WHAT TO PRODUCE: Pictures stay out of the copy. Repeat exactly the lines from the first entry below through the line that contains "position:absolute; left:562px; top:625px;", and nothing beyond.

DATA SUPPLIED:
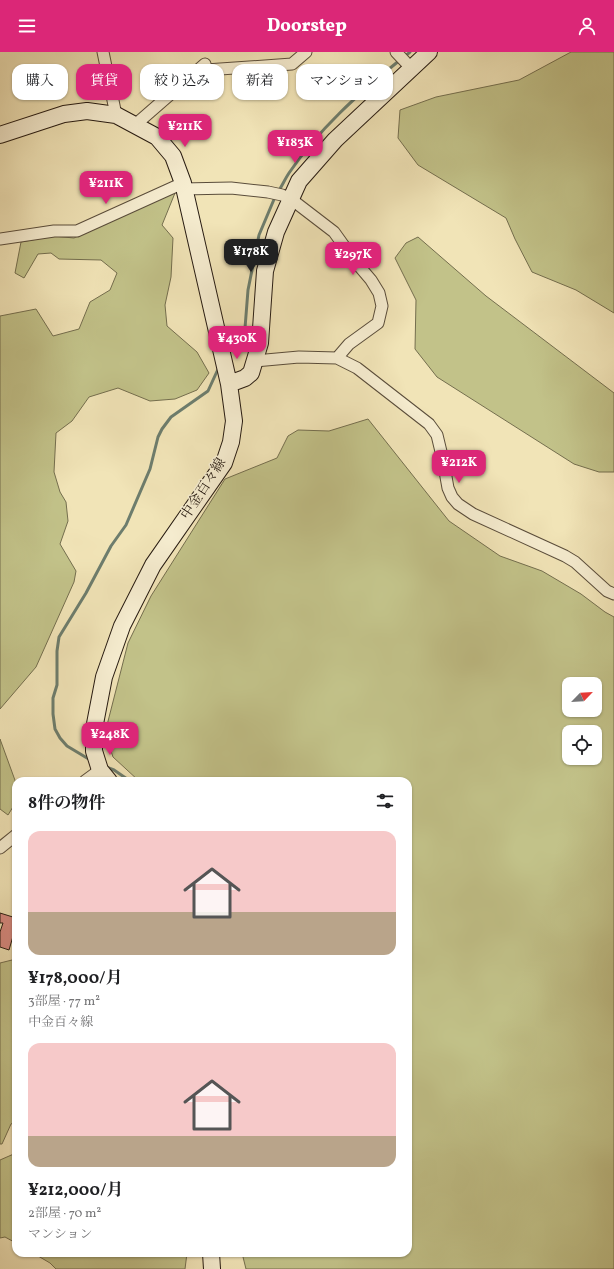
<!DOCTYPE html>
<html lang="ja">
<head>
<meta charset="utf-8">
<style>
  body { margin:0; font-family:Vollkorn,"Noto Serif JP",serif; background:#f2f2f2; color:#202124; height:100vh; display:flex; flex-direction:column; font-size:15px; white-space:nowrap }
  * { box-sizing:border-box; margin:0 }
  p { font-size:13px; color:#757577 }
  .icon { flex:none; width:22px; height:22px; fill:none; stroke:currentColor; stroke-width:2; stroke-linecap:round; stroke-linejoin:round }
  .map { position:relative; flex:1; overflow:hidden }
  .drawer { position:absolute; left:12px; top:725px; width:400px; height:480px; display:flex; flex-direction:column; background:#fff; border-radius:12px; box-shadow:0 1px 3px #0004 }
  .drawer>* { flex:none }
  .top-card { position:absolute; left:12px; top:12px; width:400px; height:36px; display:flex; gap:8px }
  .needle { width:26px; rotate:65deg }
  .controls { position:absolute; left:562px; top:625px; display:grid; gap:8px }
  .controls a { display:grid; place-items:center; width:40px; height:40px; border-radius:8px; background:#fff; box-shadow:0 1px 3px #0004; font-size:20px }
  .price { position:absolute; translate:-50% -34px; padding:0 9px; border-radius:8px; background:#db2777; color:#fff; font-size:13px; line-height:26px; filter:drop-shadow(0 1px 2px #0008) }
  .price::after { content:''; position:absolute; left:50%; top:24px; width:12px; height:9px; margin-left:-6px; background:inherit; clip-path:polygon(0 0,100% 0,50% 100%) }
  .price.current { background:#222; color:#fff }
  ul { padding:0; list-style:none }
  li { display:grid; align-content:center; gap:8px; height:212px; padding:0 16px }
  li span { display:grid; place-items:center; height:124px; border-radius:12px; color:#555 }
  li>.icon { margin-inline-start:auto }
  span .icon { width:72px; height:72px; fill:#fffc; stroke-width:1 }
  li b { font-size:17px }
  h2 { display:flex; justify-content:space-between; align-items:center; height:48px; padding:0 16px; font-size:17px }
  .chip { padding:0 14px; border-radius:12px; background:#fff; box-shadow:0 1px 3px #0004; font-size:14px; line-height:36px }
  .chip.current { background:#db2777; color:#fff }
  header { display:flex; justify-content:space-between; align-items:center; height:52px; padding:0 16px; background:#db2777; color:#fff; font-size:18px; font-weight:800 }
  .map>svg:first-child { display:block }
  .green { fill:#c2c289; stroke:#746e4e; fill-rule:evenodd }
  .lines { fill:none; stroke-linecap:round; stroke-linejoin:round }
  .stream { stroke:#6d7d6d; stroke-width:3 }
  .building { fill:#db8c84; stroke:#271b12 }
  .street-casing { stroke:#5a4d3b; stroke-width:13 }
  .secondary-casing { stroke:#271b12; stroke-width:18 }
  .street { stroke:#f6edd0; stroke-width:11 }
  .secondary { stroke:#f6edd0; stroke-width:16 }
  .labels { text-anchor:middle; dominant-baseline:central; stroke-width:3; stroke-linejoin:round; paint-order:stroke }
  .street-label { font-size:14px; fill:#271b12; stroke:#f6edd0 }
</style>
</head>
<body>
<header><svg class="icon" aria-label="menu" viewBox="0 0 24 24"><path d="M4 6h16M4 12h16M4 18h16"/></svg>Doorstep<svg class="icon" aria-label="person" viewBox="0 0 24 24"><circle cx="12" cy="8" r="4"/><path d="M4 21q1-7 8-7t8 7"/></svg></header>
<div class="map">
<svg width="614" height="1217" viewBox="0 0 614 1217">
  <rect width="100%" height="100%" fill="#f1e4b7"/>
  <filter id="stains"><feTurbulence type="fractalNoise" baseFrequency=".005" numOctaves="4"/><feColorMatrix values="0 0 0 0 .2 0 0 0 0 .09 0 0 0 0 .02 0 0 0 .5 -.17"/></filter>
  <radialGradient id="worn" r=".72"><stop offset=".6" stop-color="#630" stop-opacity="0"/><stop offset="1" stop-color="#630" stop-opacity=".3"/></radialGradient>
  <path class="green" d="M571,0H614V261L576,238L532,220L515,187L506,166L418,113L398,86L400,58L436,45L519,28Z
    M175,141L162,173L173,186L171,225L165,253L167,274L197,300L209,321L197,338L175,347L150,349L118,336L89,345L72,369L56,381L54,420L60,440L66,450L68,469L60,492L76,519L74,530L36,615L0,657V264L36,257L53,284L79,277L90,250L110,238L117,221L101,208L59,207L51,201L38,202L24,226L15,221L21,190L53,184L74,186L157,146Z
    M418,185L486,244L614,341V420H599L574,412L437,325L415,297L416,248L395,206L406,191Z
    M368,367L449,469L500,504L542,519L581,542L605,560L614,565V1217H246L242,1201H408V729H139L113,705L105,681L128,591L151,544L225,427L277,406L288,384L298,378L329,379ZM569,632H595V658H569ZM569,680H595V706H569Z
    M0,687L16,731V750L8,763L0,757Z
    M16,907V1069L11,1072L2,1092H0V911Z
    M16,1101V1191L5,1185L0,1186V1108Z
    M33,1201H187L185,1217H56L50,1211Z"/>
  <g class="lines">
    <path class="stream" d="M404,5L410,0
      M278,140C282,134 285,127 289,121C319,77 358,42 400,8
      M227,300L239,280L245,276L248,238L259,183L275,145
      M92,709L67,694L60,686L55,677L53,662V646L57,633V599L59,585L86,541L111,494L126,473L150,417L158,385L162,377L171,365L208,339L219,315
      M106,715L114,718L130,729"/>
  </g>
  <path class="building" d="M0,861L16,866V874L9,898L0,895V880L3,871H0Z"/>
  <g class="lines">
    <defs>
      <path id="street" d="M103,0L116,63
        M396,0L412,17
        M135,73L205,12L206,18L292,12L306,0
        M183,137L231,136L268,140L282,143L291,147L334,180L354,208L371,228L379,241L382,254L378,271L349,292L337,306
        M0,187L54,179H77L183,131
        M255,309L299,305L337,306L357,316L429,372L437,383L443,408L448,436L452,445L458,452L473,462L565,504L575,510L607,539L614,542
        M85,729L100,718
        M0,796L16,783"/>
      <path id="secondary" d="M0,83L64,62L87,59L116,63L157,85L173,104L183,131L229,332L234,369L231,390L224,411L153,513L122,574L104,625L94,677V699L100,718L109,729
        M229,332L245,326L251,321L260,291L265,219L276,180L299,129L335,88L429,0
        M211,1201L212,1217"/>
    </defs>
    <use href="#street" class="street-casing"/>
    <use href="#secondary" class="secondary-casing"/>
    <use href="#street" class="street"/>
    <use href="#secondary" class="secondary"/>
  </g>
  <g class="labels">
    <g class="street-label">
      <text transform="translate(204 437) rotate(-57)">中金百々線</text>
    </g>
  </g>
  <rect width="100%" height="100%" filter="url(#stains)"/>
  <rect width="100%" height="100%" fill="url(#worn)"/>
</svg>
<div class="controls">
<a><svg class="needle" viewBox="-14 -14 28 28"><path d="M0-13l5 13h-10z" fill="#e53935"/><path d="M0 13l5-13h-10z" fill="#757577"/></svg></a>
<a><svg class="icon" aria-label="locate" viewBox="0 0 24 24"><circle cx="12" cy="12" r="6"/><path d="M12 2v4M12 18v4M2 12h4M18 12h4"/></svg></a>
</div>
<b class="price" style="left:185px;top:96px">¥211K</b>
<b class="price" style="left:295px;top:112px">¥183K</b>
<b class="price" style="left:106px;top:153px">¥211K</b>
<b class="price current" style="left:251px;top:221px">¥178K</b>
<b class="price" style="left:353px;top:224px">¥297K</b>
<b class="price" style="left:237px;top:308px">¥430K</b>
<b class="price" style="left:459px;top:432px">¥212K</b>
<b class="price" style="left:110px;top:704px">¥248K</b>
<div class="top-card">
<a class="chip">購入</a>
<a class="chip current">賃貸</a>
<a class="chip">絞り込み</a>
<a class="chip">新着</a>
<a class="chip">マンション</a>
</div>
<section class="drawer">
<h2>8件の物件<svg class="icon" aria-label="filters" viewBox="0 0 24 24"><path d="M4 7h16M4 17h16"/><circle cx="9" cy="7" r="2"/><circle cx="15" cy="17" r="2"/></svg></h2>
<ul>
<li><span style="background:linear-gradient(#f6c9c9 65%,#b9a48a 0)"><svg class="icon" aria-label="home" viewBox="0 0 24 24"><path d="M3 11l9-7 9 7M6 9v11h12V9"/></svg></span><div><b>¥178,000/月</b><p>3部屋 · 77 m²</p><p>中金百々線</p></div></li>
<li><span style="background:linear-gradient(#f6c9c9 75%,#b9a48a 0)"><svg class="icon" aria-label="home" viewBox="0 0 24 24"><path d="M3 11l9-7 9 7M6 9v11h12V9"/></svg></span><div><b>¥212,000/月</b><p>2部屋 · 70 m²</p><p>マンション</p></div></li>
</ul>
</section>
</div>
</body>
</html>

REPLY:
<!DOCTYPE html>
<html lang="ja">
<head>
<meta charset="utf-8">
<style>
  body { margin:0; font-family:Vollkorn,"Noto Serif JP",serif; background:#f2f2f2; color:#202124; height:100vh; display:flex; flex-direction:column; font-size:15px; white-space:nowrap }
  * { box-sizing:border-box; margin:0 }
  p { font-size:13px; color:#757577 }
  .icon { flex:none; width:22px; height:22px; fill:none; stroke:currentColor; stroke-width:2; stroke-linecap:round; stroke-linejoin:round }
  .map { position:relative; flex:1; overflow:hidden }
  .drawer { position:absolute; left:12px; top:725px; width:400px; height:480px; display:flex; flex-direction:column; background:#fff; border-radius:12px; box-shadow:0 1px 3px #0004 }
  .drawer>* { flex:none }
  .top-card { position:absolute; left:12px; top:12px; width:400px; height:36px; display:flex; gap:8px }
  .needle { width:26px; rotate:65deg }
  .controls { position:absolute; left:562px; top:625px; display:grid; gap:8px }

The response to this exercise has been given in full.